With investor emotions running high, we deviate from our standard Insights to take a deep dive into recent market moves and provide a roadmap for avoiding common behavioral pitfalls.
U.S. stocks fell sharply, extending last week’s losses. Equities are down around 13% since last Wednesday’s all-time high as fears spread that the Coronavirus will disrupt global trade and impact corporate profitability. As painful as this can feel, declines of 13% in a year are not unusual. In fact, since 1928, stocks have dropped at least that much in over half of the years (see chart below). What makes this week’s move unique is its speed. By comparison, stocks fell nearly 20% in 2018, but that was spread over three months. Such is the nature of the stock market. Equities are volatile, and the reward for the patient investor historically has been attractive gains!
Figure 1: Maximum declines of the S&P 500 by year
Despite big moves in stocks being normal, when we get a shock like we had this week, we tend to see two responses from investors: panic and profit.

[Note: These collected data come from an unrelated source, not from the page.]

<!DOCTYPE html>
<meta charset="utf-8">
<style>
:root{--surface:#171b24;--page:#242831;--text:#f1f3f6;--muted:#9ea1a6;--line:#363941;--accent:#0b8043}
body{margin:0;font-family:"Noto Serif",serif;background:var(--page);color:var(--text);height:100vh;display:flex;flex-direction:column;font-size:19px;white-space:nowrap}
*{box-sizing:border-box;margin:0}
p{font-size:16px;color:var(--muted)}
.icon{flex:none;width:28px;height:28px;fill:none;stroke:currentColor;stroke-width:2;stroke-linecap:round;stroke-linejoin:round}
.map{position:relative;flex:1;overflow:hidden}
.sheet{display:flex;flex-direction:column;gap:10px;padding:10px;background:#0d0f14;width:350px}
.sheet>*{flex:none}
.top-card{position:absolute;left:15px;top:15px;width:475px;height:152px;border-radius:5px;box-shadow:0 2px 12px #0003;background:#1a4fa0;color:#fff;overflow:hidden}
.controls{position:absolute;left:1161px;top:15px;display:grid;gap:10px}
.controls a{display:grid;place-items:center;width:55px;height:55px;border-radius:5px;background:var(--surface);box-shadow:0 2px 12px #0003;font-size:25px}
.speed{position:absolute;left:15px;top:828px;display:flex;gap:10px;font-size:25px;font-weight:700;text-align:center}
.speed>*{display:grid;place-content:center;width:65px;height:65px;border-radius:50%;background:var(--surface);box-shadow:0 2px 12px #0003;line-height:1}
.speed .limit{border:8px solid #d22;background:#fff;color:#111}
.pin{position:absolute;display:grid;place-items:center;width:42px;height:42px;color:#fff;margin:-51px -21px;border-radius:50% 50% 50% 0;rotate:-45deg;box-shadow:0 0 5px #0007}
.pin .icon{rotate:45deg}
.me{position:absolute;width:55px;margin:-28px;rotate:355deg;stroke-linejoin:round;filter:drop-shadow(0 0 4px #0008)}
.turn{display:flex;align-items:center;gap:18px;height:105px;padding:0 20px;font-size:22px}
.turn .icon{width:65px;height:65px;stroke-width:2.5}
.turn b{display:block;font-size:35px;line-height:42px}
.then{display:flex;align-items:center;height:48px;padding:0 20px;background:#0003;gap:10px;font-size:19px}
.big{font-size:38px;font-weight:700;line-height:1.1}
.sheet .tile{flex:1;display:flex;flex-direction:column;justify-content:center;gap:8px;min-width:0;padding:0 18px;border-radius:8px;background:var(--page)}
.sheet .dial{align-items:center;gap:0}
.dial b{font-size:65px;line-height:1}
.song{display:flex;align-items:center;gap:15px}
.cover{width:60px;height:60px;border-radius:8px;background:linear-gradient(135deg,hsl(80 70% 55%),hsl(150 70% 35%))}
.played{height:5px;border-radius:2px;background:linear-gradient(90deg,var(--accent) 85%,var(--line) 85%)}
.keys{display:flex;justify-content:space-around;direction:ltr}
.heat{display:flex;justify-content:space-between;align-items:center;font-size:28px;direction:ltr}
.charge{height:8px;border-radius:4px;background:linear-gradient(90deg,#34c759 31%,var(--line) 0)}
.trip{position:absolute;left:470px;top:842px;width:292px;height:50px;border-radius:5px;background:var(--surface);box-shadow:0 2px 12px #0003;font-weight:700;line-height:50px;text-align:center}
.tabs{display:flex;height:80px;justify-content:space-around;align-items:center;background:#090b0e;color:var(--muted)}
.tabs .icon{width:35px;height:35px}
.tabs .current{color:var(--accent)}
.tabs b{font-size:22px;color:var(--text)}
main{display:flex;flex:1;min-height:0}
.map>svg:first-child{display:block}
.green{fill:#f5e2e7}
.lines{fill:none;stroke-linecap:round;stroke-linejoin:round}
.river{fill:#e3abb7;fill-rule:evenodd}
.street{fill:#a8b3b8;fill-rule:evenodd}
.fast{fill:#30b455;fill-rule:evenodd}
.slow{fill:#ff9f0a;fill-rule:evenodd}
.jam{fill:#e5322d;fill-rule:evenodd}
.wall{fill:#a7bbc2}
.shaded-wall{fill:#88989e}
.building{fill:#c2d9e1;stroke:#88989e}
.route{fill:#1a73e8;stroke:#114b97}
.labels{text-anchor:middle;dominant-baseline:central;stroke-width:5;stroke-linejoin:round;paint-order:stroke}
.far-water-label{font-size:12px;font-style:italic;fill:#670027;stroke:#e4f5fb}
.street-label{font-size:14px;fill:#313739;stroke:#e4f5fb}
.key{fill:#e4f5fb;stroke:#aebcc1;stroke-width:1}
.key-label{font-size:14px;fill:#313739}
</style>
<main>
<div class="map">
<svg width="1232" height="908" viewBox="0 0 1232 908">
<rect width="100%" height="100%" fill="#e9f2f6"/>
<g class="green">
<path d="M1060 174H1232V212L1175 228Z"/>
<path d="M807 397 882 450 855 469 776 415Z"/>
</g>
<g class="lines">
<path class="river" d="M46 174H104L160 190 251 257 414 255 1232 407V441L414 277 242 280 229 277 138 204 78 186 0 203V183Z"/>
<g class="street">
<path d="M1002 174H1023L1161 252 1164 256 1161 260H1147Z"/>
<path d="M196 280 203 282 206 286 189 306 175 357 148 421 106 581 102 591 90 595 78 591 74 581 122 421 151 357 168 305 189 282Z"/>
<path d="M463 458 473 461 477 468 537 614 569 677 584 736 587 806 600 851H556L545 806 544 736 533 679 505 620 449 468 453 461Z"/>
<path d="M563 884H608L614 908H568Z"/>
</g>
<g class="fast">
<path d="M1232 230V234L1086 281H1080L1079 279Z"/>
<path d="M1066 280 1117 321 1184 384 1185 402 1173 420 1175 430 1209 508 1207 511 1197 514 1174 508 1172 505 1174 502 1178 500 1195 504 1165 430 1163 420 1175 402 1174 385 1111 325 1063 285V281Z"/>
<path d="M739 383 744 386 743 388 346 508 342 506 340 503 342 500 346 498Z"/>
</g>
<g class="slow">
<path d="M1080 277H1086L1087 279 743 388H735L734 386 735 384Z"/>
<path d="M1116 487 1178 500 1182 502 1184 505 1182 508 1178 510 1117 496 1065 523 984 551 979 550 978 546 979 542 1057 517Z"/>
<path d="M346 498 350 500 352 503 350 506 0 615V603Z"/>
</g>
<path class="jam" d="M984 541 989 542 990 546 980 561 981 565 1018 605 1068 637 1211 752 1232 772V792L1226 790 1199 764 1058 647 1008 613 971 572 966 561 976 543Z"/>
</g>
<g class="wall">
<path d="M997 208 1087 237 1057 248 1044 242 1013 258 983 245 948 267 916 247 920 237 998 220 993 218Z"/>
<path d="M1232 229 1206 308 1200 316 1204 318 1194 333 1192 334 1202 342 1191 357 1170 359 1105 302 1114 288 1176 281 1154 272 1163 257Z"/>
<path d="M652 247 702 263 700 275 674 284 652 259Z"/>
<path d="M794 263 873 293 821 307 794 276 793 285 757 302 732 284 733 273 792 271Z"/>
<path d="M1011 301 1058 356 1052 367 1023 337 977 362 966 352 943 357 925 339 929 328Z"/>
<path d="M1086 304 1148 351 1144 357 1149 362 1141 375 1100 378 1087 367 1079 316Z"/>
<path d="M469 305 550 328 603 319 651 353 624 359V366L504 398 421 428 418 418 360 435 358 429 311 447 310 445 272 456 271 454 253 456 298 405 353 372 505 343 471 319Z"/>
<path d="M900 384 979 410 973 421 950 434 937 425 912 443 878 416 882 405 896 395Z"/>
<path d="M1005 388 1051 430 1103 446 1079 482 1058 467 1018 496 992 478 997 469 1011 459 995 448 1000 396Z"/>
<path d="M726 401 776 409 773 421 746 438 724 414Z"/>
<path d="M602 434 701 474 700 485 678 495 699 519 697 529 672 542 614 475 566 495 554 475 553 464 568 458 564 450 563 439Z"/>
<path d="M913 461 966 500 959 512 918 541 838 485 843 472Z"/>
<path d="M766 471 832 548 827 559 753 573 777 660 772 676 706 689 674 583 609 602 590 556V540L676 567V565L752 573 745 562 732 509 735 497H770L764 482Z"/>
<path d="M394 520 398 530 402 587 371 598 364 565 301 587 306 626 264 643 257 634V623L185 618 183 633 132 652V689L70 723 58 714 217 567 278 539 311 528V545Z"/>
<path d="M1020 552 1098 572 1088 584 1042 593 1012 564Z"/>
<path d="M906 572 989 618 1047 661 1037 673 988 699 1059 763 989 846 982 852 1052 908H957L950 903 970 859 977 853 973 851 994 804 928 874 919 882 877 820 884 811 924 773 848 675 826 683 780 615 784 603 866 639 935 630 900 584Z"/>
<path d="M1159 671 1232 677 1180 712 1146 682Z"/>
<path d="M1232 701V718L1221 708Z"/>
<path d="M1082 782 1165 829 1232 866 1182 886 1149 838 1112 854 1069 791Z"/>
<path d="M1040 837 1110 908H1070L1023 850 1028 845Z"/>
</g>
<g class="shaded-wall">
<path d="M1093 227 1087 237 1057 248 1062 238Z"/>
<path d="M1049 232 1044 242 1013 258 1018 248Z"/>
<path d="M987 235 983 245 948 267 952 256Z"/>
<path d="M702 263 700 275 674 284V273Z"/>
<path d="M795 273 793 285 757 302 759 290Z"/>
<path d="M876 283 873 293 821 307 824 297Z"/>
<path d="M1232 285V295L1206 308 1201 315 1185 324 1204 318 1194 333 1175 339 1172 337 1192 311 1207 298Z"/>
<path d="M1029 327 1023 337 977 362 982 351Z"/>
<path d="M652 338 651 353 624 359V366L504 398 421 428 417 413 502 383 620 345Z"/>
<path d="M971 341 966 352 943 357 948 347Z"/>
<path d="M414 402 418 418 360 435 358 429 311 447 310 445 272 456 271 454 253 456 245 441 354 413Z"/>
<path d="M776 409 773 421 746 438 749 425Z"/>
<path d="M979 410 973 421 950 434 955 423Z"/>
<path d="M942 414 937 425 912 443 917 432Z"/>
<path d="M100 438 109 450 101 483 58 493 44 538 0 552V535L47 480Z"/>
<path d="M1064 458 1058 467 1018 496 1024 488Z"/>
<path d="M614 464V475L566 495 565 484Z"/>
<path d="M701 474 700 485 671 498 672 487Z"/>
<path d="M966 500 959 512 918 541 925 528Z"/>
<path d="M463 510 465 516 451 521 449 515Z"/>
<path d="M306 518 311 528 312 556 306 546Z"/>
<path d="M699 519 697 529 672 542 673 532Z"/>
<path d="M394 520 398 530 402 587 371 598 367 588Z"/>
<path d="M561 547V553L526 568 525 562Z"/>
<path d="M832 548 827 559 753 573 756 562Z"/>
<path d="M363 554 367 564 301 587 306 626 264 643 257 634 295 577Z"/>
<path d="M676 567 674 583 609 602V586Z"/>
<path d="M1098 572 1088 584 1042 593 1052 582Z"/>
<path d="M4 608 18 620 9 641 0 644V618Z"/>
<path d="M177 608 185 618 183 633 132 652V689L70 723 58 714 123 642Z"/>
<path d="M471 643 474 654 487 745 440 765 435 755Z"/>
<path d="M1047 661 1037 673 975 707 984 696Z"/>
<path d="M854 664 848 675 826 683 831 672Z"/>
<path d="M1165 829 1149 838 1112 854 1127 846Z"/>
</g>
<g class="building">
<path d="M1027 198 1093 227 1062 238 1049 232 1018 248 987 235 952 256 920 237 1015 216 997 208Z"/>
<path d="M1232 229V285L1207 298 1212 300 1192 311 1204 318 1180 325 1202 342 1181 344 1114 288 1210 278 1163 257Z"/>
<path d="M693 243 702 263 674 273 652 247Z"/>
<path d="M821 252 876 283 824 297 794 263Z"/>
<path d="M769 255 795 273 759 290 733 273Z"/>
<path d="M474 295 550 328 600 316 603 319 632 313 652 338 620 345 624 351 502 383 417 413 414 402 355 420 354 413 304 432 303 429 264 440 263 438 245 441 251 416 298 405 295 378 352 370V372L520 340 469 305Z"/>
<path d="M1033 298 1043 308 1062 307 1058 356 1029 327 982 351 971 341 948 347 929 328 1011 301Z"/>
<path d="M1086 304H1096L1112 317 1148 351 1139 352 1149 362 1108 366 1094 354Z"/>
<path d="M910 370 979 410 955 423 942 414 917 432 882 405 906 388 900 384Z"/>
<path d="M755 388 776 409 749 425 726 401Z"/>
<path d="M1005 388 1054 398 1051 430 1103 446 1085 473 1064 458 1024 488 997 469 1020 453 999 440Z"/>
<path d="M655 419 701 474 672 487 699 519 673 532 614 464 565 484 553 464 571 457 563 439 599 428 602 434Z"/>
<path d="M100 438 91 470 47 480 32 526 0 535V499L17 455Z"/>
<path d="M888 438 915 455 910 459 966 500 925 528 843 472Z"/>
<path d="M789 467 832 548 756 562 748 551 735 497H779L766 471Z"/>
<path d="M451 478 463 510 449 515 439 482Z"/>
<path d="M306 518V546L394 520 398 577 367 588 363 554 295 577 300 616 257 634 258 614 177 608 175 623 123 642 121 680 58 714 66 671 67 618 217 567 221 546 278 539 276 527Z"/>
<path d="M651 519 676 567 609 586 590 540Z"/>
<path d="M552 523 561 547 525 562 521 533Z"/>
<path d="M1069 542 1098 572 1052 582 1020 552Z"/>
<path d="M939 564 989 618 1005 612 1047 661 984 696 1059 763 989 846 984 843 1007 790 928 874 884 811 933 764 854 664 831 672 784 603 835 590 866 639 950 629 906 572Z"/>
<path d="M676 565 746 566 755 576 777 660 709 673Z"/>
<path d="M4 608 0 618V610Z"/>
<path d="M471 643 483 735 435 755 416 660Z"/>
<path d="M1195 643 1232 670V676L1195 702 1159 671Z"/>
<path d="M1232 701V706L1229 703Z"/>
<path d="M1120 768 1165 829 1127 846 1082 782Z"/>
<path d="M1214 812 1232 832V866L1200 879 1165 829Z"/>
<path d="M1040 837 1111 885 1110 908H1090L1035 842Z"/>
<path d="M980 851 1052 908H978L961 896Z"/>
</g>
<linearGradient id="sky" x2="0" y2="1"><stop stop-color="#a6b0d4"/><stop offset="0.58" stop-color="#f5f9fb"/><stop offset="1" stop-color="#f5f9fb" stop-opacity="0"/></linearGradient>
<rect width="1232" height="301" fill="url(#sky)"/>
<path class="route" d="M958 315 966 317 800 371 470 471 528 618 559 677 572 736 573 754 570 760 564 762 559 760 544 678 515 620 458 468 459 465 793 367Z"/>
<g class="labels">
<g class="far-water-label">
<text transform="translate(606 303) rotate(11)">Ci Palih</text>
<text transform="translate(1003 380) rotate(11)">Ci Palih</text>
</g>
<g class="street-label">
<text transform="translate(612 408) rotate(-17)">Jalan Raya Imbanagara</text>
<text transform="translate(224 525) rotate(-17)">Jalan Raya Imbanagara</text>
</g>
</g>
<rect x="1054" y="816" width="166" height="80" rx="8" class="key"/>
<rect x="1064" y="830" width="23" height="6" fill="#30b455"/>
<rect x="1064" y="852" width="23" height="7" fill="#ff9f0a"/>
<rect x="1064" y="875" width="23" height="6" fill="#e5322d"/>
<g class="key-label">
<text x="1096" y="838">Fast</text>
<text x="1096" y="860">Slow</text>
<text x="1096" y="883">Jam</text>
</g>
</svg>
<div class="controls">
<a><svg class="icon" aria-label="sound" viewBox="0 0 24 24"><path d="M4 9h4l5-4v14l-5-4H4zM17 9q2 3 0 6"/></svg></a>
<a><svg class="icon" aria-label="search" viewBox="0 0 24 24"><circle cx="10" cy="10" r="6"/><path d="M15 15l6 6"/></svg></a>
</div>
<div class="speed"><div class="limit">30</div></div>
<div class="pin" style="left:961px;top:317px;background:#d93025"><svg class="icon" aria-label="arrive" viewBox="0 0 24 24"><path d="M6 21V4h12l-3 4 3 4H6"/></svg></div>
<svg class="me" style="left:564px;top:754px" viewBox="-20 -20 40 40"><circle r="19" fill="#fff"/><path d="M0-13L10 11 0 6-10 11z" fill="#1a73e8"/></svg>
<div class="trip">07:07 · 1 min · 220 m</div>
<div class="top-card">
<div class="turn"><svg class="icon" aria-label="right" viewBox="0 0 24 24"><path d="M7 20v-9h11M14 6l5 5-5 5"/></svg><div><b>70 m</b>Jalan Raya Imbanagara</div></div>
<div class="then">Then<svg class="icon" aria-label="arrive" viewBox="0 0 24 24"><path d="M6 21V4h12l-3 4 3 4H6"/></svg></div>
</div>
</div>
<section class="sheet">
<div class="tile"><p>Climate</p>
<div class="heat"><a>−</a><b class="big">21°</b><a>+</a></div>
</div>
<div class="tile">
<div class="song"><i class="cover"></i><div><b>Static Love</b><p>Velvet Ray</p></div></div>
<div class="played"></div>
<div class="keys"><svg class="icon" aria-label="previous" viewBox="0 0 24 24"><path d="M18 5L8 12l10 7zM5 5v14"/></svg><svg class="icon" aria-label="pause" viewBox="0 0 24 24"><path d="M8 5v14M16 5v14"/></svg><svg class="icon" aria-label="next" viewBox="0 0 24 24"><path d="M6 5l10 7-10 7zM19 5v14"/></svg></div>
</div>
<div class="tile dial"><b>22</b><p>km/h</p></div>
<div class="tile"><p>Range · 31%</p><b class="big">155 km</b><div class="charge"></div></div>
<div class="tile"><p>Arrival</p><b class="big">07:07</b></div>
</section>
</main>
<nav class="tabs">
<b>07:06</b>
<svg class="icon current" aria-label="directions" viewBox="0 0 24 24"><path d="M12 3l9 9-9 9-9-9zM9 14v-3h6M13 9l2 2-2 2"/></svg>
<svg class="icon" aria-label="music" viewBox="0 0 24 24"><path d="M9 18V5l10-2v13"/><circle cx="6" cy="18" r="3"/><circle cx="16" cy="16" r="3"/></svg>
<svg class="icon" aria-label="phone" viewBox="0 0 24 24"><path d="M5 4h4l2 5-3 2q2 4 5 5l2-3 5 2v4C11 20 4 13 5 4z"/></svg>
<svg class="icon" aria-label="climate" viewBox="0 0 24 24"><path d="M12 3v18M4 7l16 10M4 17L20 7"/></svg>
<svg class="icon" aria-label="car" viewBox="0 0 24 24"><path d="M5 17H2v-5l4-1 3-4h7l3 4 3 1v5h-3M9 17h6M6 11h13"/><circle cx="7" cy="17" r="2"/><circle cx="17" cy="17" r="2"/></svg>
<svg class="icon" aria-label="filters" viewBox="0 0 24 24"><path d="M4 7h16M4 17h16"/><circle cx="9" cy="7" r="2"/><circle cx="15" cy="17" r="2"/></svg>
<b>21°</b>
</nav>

The “panic” response to declining markets is to run for the hills. Risk aversion is a natural human behavioral bias. We are wired for survival and feel strong emotions in the face of loss. A famous study (Shiv et al., 2005) looked at this behavior. It demonstrated, with a simple coin flip, that investors are much more likely to invest after experiencing profit than they are after experiencing loss. This, despite the odds of winning being a constant 50%. Those who follow instinct and panic in the face of market disruption are at risk of damaging long-term returns.
The patient investor who can set aside their natural behavioral biases has a chance to profit in the face of disruption. A stock market decline of 13% has opened opportunities that did not exist two weeks ago. Nobody likes to see their investment portfolio decline, but rational long-term investors will see this market move as an opportunity to identify some newly discounted stock market bargains.
The Big Picture
We find it useful in times like this to take several steps back and look at the big picture. The chart below shows the price of the S&P 500 going back to the 1920s. Over the past 90+ years, the general trend has been up, but there are times when the market appears to get ahead of trend. The Tech Bubble in 2000 is the most evident case from relatively recent history. Today, we are close to trend, and this week’s pullback barely registers. While this chart says nothing about valuation, we still find it helpful in putting this week in its proper perspective.
Figure 2: Historical Trend of the S&P 500 Index
Preparation not Prediction
The first step to success for an investor is admitting that you cannot predict the future. No one can, and trying to do so is a recipe for underperformance. That is just as true during bull markets as it is during virus pandemics. At Strategic, we do not predict the future, but we prepare for it, by:
- Constructing well-diversified portfolios grounded in rewarded factors,
- Consistently monitoring the market for attractive asset classes, and
- Following a process of regular rebalancing to lock in outperformance as it happens.
We appreciate the trust that our clients have put in us. Sometimes markets misbehave, and our goal, particularly in difficult times, is to provide complete peace of mind so that our clients can continue to pursue their best life!